Dyari sang Guru
Day 4
Sabtu, 4 Februari 2023
🌞 MUHASABAH DI HARI SABTU
Sabtu adalah salah satu hari rehat, Quality Time bersama keluarga. Hari bersih-bersih rumah, hari duduk sejenak dan tepekur. Selama mengikuti pelatihan menulis Mrs. Fiant merasakan beberapa hal yang mungkin perlu di perdalam, digiatkan kembali, diubah dan ada pula yang menjadi tanda tanya.
Pikiran tentang Alia, membuat Mrs. Fiant merenung sejenak.
"Samakah karakteristik siswa di semua daerah ? Benarkah apa yang di utarakan kawan-kawan dalam grup menulis? Sungguhkah mereka dapat menerapkan sosok guru ideal ?". Pertanyaan yang mungkin tidak akan pernah mendapatkan jawaban.

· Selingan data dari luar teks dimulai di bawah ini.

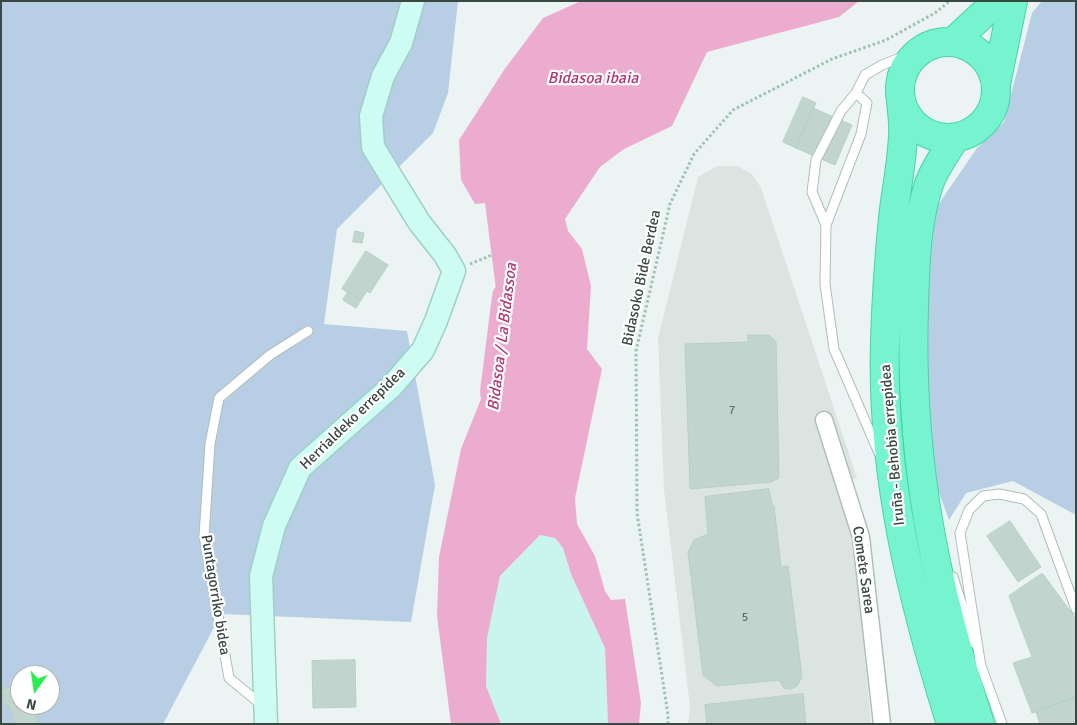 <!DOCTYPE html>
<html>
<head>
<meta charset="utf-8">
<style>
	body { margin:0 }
	#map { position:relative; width:1077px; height:725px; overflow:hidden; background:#ebf4f2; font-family:Signika,sans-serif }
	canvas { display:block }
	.frame { position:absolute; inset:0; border:2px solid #394843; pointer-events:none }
	.north { position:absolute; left:10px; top:665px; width:50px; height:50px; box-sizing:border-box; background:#fff; border:1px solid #b0b6b4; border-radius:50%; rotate:194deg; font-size:14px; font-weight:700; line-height:20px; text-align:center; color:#394843 }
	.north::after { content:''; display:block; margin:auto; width:18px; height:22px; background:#2bec50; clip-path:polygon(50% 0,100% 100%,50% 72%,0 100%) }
</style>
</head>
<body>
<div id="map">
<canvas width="1077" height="725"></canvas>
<div class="frame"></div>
<div class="north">N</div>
</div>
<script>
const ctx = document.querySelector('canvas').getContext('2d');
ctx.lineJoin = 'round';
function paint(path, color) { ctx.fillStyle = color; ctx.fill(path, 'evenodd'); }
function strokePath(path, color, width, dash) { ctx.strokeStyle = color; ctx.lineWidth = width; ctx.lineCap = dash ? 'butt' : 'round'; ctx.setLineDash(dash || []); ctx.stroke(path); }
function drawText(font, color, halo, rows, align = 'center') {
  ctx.font = font + ' Signika,sans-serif'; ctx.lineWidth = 4.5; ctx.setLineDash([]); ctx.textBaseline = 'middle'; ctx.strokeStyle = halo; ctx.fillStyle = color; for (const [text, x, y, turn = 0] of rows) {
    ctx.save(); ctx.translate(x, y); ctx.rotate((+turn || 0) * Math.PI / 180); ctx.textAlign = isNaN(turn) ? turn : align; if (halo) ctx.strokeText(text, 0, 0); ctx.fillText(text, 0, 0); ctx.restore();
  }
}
const industrial = new Path2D(`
	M717 166H737L752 174 761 188 857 478 837 487 853 535 871 724H688L690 706 664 490 658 338 698 177Z`);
const green = new Path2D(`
	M1 1H458L448 93 433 133 337 229 324 324 407 331 435 485 411 622 221 614 163 724H1ZM20 675H50V705H20Z
	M1042 1H1076V515L1013 481 966 493 949 520 930 468 922 332 936 208 977 148 1004 122 1032 13Z`);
const sand = new Path2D(`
	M540 535 555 538 563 548 571 574 605 648 608 724H501L486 686 487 638 500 576Z`);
const water = new Path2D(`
	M581 1H859L839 17 707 52 672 126 624 149 600 167 565 219 568 231 582 249 591 286 587 349 602 369 575 498 577 524 595 556 605 591 611 600 625 599 641 703 639 724H608L605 648 571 574 563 548 555 538 540 535 500 576 487 638 486 686 501 724H451L437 616 439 557 461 449 503 344 485 203 475 204 461 180 459 140 504 70 543 18Z`);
const river = new Path2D(`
	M496 392 508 297`);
const building = new Path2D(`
	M803 97 816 103 796 148 783 142Z
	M813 108 852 125 835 165 796 148Z
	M355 231 364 233 362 243 353 242Z
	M366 251 388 265 370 293 367 291 361 300 342 289Z
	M348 292 361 300 356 308 343 300Z
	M748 335H769L776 342 779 478 771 482 690 489 685 344 748 342Z
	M769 489 772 505 774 506 781 567 788 566 802 677 797 686 792 689 784 688 779 680 717 686 703 675 688 552 694 540 708 534 705 497Z
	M1010 521 1041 567 1018 582 987 536Z
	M1041 574H1043L1076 619V697L1032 713 1013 663 1032 657 1009 596Z
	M355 660 356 707 313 708 312 661Z
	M20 684V705H34L39 724H14L9 705 5 706 1 690Z
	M803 694 806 724H707L705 705Z
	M1076 697V724H1040L1036 712Z`);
const path = new Path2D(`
	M470 264 492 255
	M668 724V715L637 513 636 351 670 204 694 154 733 110 832 59 886 40 935 13 950 1`);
const lane = new Path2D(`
	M826 225 861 134 867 103 856 93
	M879 453 834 349 825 284 826 225 812 192 816 160 841 111 856 93 865 75 882 65 923 49
	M953 577 974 643
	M980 663 1002 724
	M981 667 960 533 969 510 983 496 999 494 1024 499 1041 514 1076 609
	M263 706 229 678 204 536 210 444 219 398 270 355 308 331`);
const street = new Path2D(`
	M824 420 861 537 882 724`);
const secondary = new Path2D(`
	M266 724 261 576 274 526 300 468 391 387 423 350 436 321 454 271 445 255 419 222 373 147 371 116 383 76 401 43 413 1`);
const highway = new Path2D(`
	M900 90a48 48 0 1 1 96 0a48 48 0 1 1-96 0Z
	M953 42 997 1
	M996 84 1013 1
	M901 101C902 113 904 124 903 135 902 163 896 190 893 218 889 259 886 301 885 342 881 475 912 599 951 724
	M955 138C946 153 935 167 929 184 916 223 915 267 914 307 909 458 934 582 980 724`);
const numberNames = [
	["7",732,411],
	["5",745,618]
];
const streetNames = [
	["Bidasoko Bide Berdea",642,278,-78],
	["Herrialdeko errepidea",353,419,-44],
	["Iruña - Behobia errepidea",893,445,-95],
	["Comete Sarea",863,570,82],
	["Puntagorriko bidea",215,595,81]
];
const waterNames = [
	["Bidasoa ibaia",593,79],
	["Bidasoa / La Bidassoa",503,337,-83]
];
paint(industrial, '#dce4e1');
paint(green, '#b7cee5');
paint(sand, '#caf5ee');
paint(water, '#ecaccf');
strokePath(river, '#ecaccf', 32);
paint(building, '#c1d5ce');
strokePath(building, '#b5d0c6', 1);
strokePath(lane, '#aebfba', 11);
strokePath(street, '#aebfba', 19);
strokePath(secondary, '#9dd1c6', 25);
strokePath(highway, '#46d4a5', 30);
strokePath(path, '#a0c0b6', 3, [2.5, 2.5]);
strokePath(lane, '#fff', 9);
strokePath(street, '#fff', 16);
strokePath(secondary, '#cefbf2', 22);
strokePath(highway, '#76f4cf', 28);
drawText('12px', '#5b6b66', null, numberNames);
drawText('15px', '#394843', '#fff', streetNames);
drawText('italic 16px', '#ae3877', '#fff', waterNames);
</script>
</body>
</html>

" Atau akukah yang belum sejati sebagai guru.." Mrs.Fiant merenung.
Reality yang sesungguhnya jarang disuguhkan dalam kisah seseorang. Terkadang iya hanya menceritakan apa yang ingin orang ketahui. Apa yang ingin orang lain dengar atau apa yang ingin orang lain capai.
Mrs. Fiant ragu dalam kelas belajar menulis ini dimana ada harapan mencapai penerbit Mayor tidak dapat dilakukan dengan pemikiran bebas. Mungkin Mrs. Fiant harus mengikuti alur seperti utopia yang ingin dicapai sebagai guru penggerak.
Mrs, Fiant pernah sekali membuka aplikasi guru dimana beliau di tawarkan sebagai guru penggerak oleh instansi pelatihan pemerintah. Namun Mrs.Fiant mengalami banyak dilema di dalamnya. Betapa tidak pengalamannya berinteraksi dengan komponen stake holder sekolah memiliki pengalaman yang melelahkan sekaligus menorehkan luka.
Mrs. Fiant mulai tertarik menulis ketika salah seorang dosen IAIN yang juga kawan lamanya yang berada di sidikalang menawarkan menulis sebuah buku Antologi yang bertema tentang pengasuhan anak. Bersama kawan-kawan se Nusantara, Mrs. Fiant mulai menulis.
Merasa tidak ingin dianggap maju sendiri Mrs. Fiant mencoba menawarkan ke beberapa guru di SMA nya. Namun sebagian besar menolak dengan berbagai alasan. Bahkan ada yang mengatakan bahwasanya itu sia - sia karena tidak ada dalam kategori untuk naik pangkat.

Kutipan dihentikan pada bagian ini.